**WHAT YOU WILL DO**
How many lines in the records below contain the word "positions"? Reply with the number alone.

**MATERIAL FOR THE TASK**
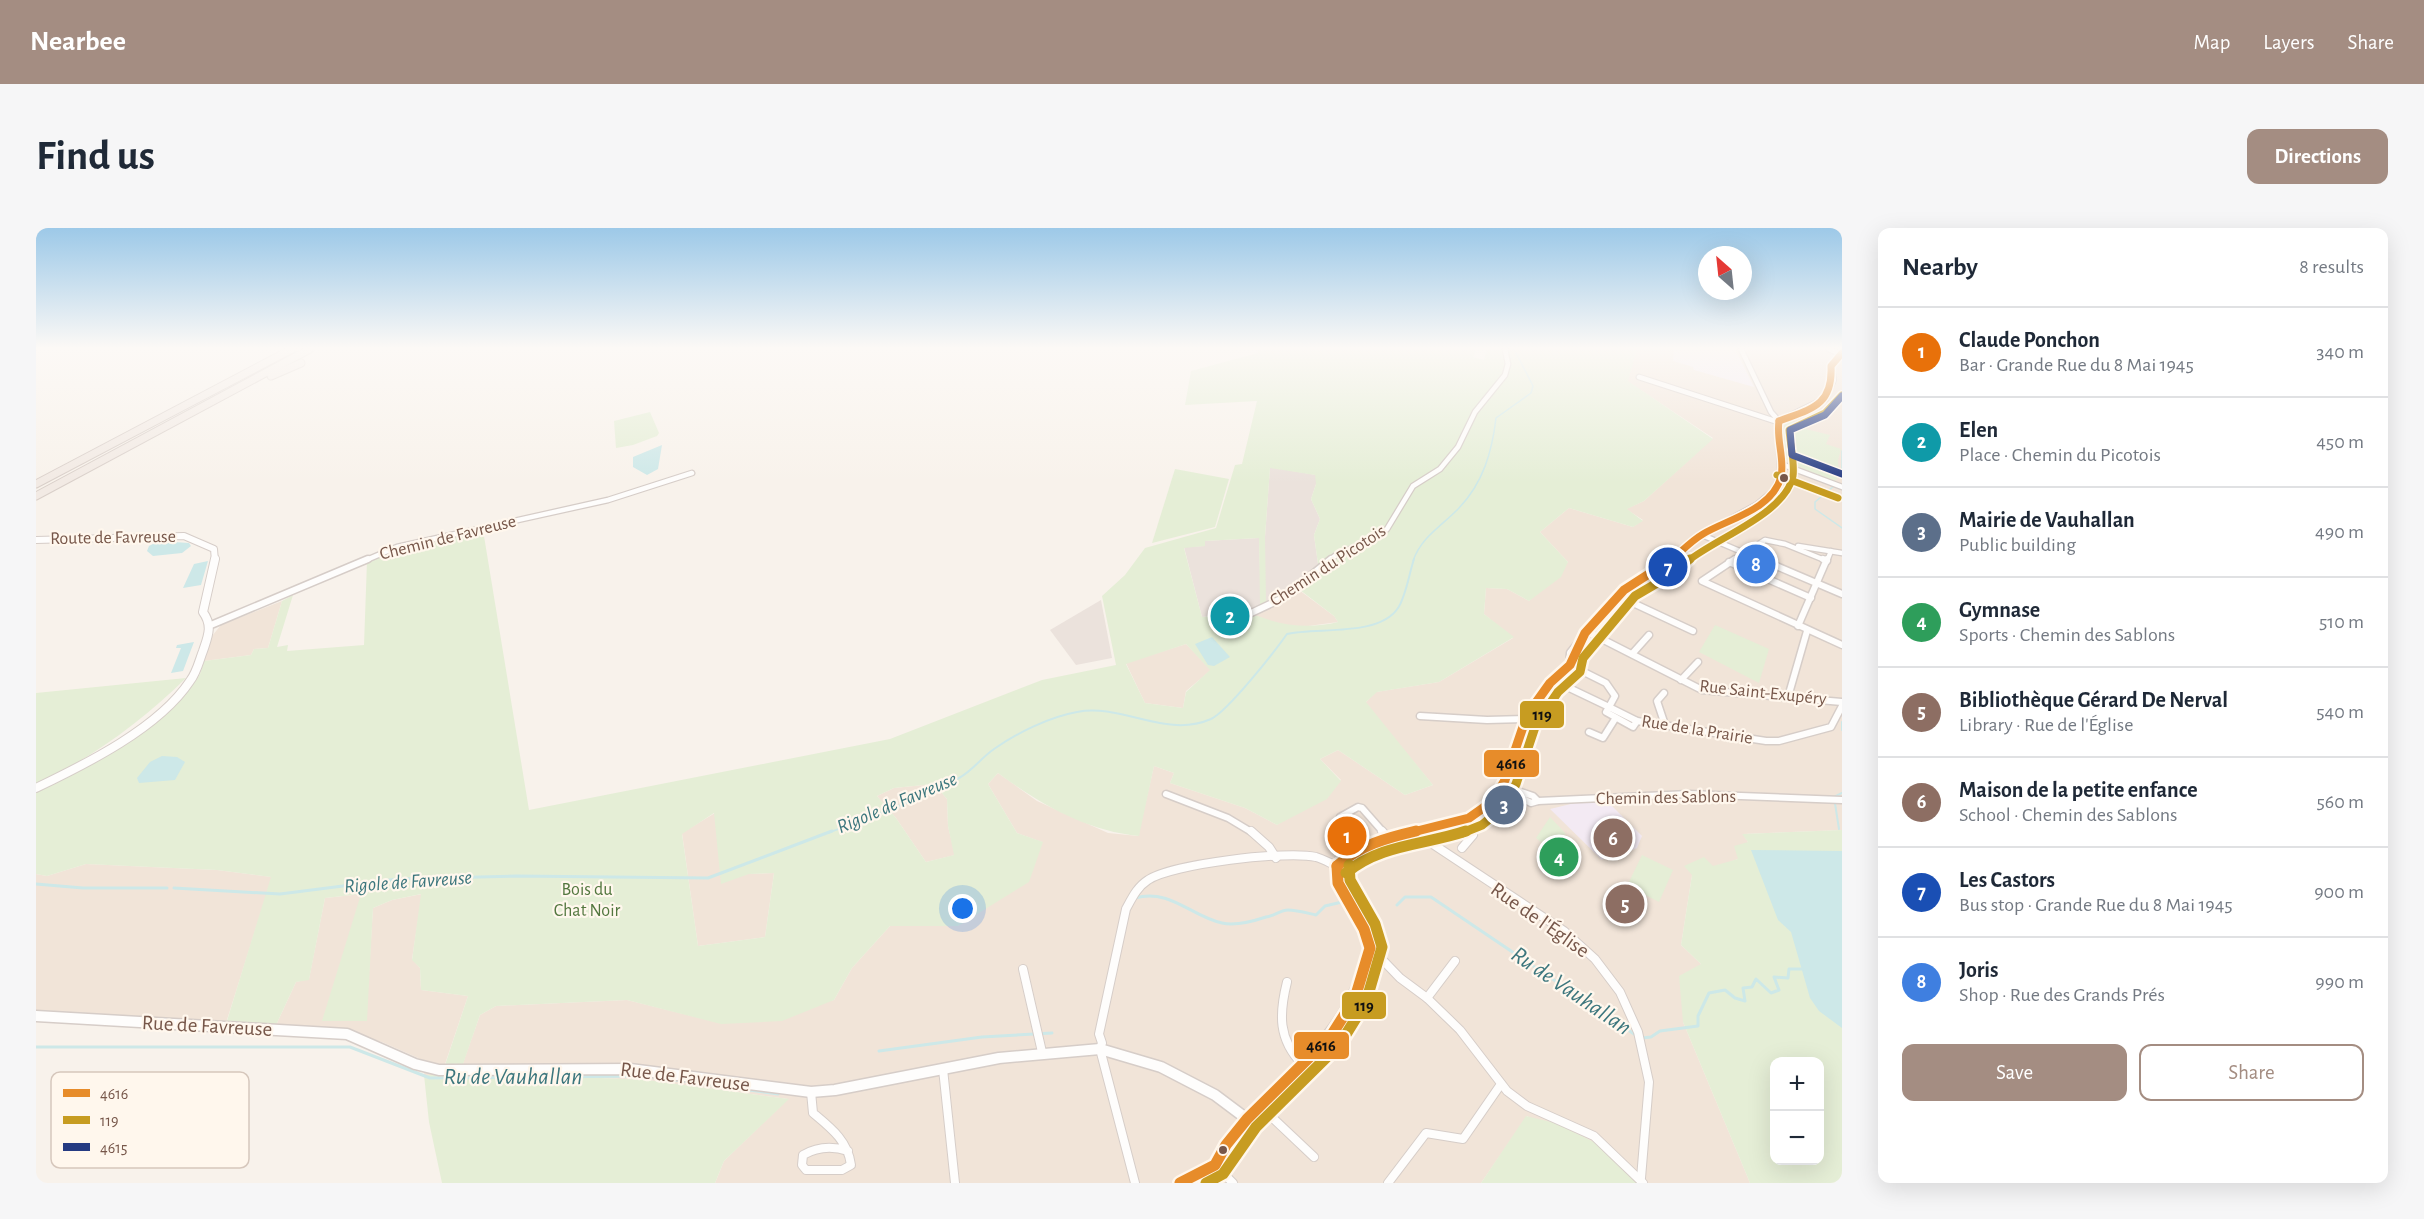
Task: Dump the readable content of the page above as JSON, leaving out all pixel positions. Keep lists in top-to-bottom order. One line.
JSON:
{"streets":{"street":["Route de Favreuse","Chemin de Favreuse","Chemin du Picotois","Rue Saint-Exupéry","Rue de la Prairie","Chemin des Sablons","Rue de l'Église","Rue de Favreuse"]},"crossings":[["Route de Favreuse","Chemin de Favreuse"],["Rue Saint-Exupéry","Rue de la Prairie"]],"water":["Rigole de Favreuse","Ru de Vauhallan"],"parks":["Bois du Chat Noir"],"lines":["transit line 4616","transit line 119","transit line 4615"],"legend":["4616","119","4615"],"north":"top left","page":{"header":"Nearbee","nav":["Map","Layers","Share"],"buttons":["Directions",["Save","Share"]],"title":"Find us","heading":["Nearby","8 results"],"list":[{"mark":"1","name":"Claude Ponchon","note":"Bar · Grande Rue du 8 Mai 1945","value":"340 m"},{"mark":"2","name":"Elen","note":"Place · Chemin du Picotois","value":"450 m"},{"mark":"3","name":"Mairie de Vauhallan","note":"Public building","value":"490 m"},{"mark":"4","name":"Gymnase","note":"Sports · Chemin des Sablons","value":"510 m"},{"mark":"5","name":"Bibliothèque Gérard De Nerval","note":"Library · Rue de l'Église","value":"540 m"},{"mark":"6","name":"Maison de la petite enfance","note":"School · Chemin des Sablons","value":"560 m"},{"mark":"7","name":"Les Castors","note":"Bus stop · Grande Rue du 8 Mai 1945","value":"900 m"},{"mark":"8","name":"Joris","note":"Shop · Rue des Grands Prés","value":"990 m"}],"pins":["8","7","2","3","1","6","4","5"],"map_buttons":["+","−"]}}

...

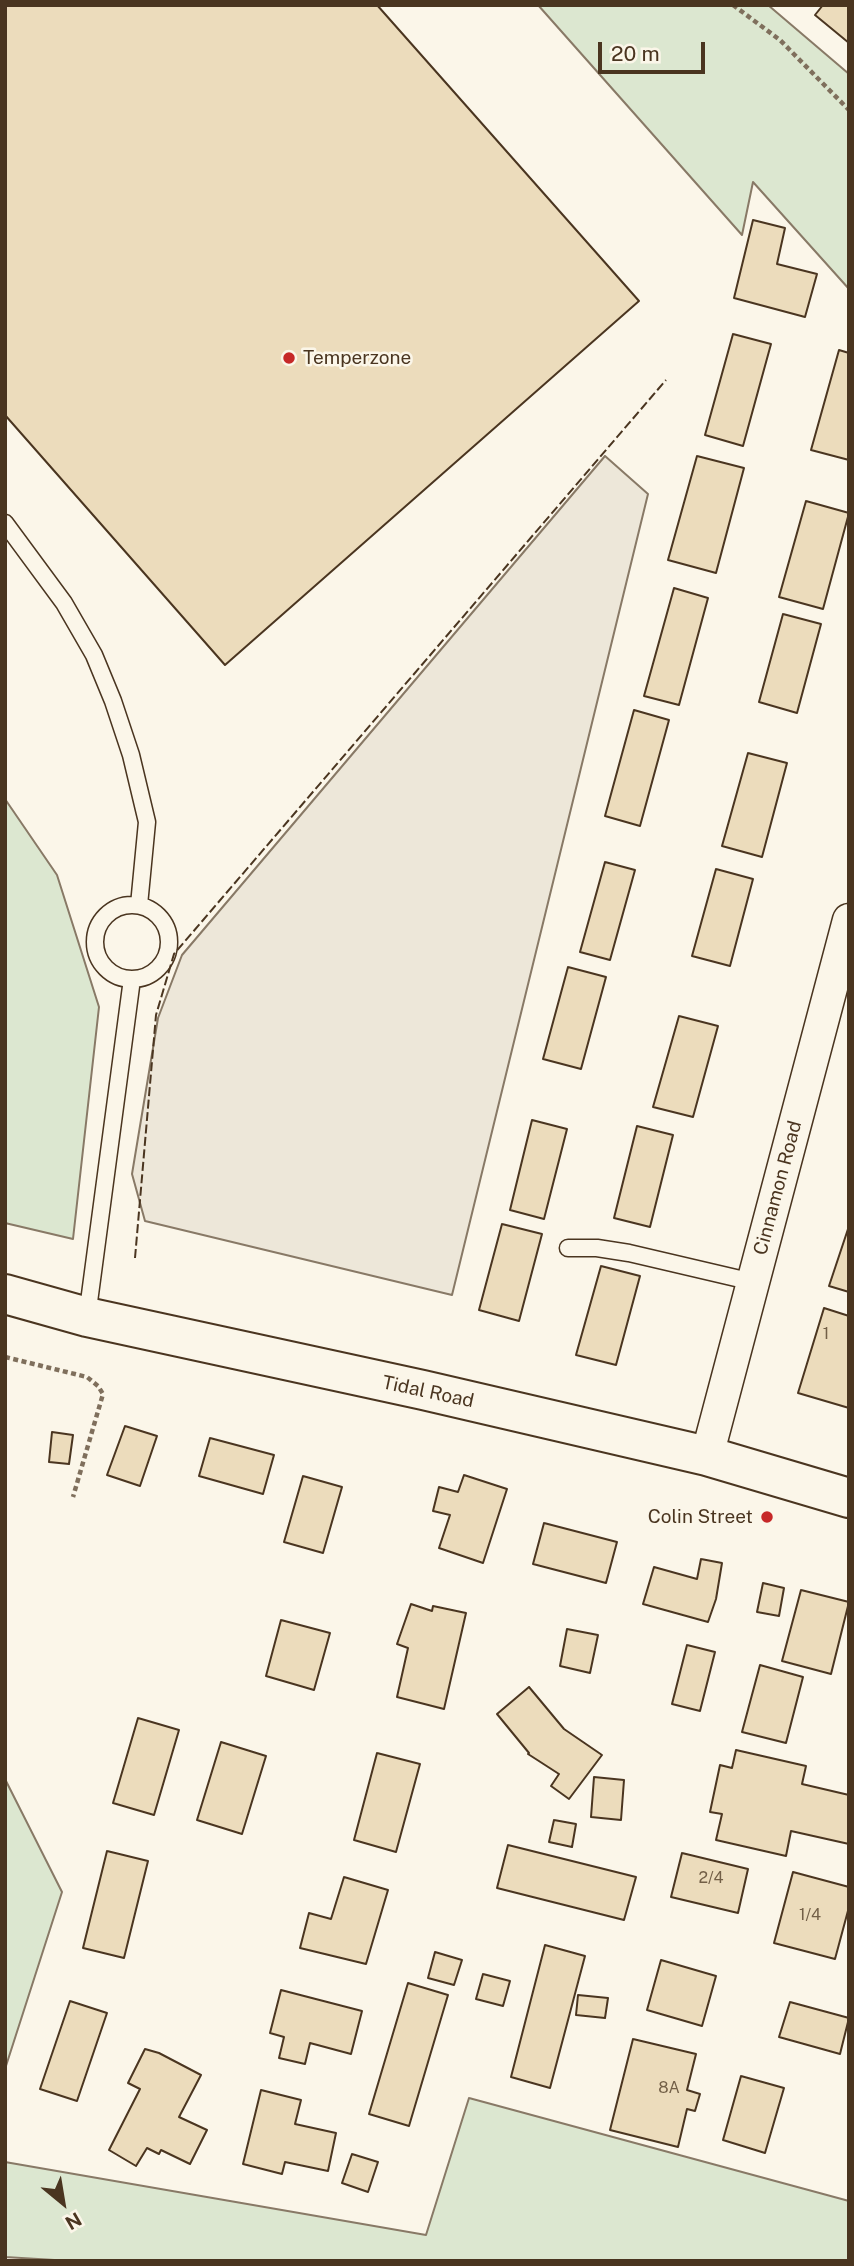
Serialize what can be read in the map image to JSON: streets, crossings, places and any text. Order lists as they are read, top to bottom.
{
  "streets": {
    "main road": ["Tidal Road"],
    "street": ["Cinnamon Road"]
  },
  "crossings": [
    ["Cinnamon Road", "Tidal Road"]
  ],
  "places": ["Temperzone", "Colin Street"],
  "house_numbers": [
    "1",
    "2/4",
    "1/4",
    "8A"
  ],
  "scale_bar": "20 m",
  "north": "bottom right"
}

--

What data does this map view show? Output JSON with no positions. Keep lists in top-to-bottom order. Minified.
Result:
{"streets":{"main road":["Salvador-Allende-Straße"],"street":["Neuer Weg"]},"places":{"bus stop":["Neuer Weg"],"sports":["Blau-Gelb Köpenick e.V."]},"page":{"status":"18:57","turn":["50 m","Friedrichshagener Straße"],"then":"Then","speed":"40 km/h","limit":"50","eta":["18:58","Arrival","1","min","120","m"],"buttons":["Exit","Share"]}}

**RESULT**
2